WHAT THE TASK ASKS: Could you return every record below without changing a word?

*** Opening of PROVIDED INFORMATION ***

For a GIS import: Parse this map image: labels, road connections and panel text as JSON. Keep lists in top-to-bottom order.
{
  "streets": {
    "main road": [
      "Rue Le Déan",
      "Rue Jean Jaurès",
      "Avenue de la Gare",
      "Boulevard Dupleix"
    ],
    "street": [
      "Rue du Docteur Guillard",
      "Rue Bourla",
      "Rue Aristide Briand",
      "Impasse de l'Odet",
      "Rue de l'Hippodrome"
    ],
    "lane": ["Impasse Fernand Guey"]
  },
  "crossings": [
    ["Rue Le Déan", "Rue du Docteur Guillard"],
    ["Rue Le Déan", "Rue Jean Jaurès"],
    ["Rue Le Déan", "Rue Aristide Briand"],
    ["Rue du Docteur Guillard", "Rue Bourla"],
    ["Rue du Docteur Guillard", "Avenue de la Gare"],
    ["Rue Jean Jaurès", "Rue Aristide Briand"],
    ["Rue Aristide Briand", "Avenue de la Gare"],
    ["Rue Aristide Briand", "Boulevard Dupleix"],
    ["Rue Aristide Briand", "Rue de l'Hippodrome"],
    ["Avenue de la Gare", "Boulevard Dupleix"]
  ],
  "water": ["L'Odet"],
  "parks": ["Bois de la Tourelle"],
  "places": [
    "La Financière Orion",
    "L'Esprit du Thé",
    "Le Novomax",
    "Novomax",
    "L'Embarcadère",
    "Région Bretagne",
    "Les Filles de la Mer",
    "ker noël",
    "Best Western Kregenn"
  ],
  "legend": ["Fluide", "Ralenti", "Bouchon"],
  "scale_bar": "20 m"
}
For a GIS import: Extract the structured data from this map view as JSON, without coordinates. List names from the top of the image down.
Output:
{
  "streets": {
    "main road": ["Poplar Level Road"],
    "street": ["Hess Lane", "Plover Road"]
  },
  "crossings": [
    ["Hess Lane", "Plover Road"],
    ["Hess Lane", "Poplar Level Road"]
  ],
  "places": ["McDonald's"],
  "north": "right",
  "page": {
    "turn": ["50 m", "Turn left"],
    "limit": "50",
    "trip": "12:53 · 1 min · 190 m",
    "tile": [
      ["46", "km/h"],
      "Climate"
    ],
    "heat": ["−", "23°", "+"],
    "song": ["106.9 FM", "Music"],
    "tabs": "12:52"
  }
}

*** Close of PROVIDED INFORMATION ***

ANSWER SECTION:
For a GIS import: Parse this map image: labels, road connections and panel text as JSON. Keep lists in top-to-bottom order.
{
  "streets": {
    "main road": [
      "Rue Le Déan",
      "Rue Jean Jaurès",
      "Avenue de la Gare",
      "Boulevard Dupleix"
    ],
    "street": [
      "Rue du Docteur Guillard",
      "Rue Bourla",
      "Rue Aristide Briand",
      "Impasse de l'Odet",
      "Rue de l'Hippodrome"
    ],
    "lane": ["Impasse Fernand Guey"]
  },
  "crossings": [
    ["Rue Le Déan", "Rue du Docteur Guillard"],
    ["Rue Le Déan", "Rue Jean Jaurès"],
    ["Rue Le Déan", "Rue Aristide Briand"],
    ["Rue du Docteur Guillard", "Rue Bourla"],
    ["Rue du Docteur Guillard", "Avenue de la Gare"],
    ["Rue Jean Jaurès", "Rue Aristide Briand"],
    ["Rue Aristide Briand", "Avenue de la Gare"],
    ["Rue Aristide Briand", "Boulevard Dupleix"],
    ["Rue Aristide Briand", "Rue de l'Hippodrome"],
    ["Avenue de la Gare", "Boulevard Dupleix"]
  ],
  "water": ["L'Odet"],
  "parks": ["Bois de la Tourelle"],
  "places": [
    "La Financière Orion",
    "L'Esprit du Thé",
    "Le Novomax",
    "Novomax",
    "L'Embarcadère",
    "Région Bretagne",
    "Les Filles de la Mer",
    "ker noël",
    "Best Western Kregenn"
  ],
  "legend": ["Fluide", "Ralenti", "Bouchon"],
  "scale_bar": "20 m"
}
For a GIS import: Extract the structured data from this map view as JSON, without coordinates. List names from the top of the image down.
Output:
{
  "streets": {
    "main road": ["Poplar Level Road"],
    "street": ["Hess Lane", "Plover Road"]
  },
  "crossings": [
    ["Hess Lane", "Plover Road"],
    ["Hess Lane", "Poplar Level Road"]
  ],
  "places": ["McDonald's"],
  "north": "right",
  "page": {
    "turn": ["50 m", "Turn left"],
    "limit": "50",
    "trip": "12:53 · 1 min · 190 m",
    "tile": [
      ["46", "km/h"],
      "Climate"
    ],
    "heat": ["−", "23°", "+"],
    "song": ["106.9 FM", "Music"],
    "tabs": "12:52"
  }
}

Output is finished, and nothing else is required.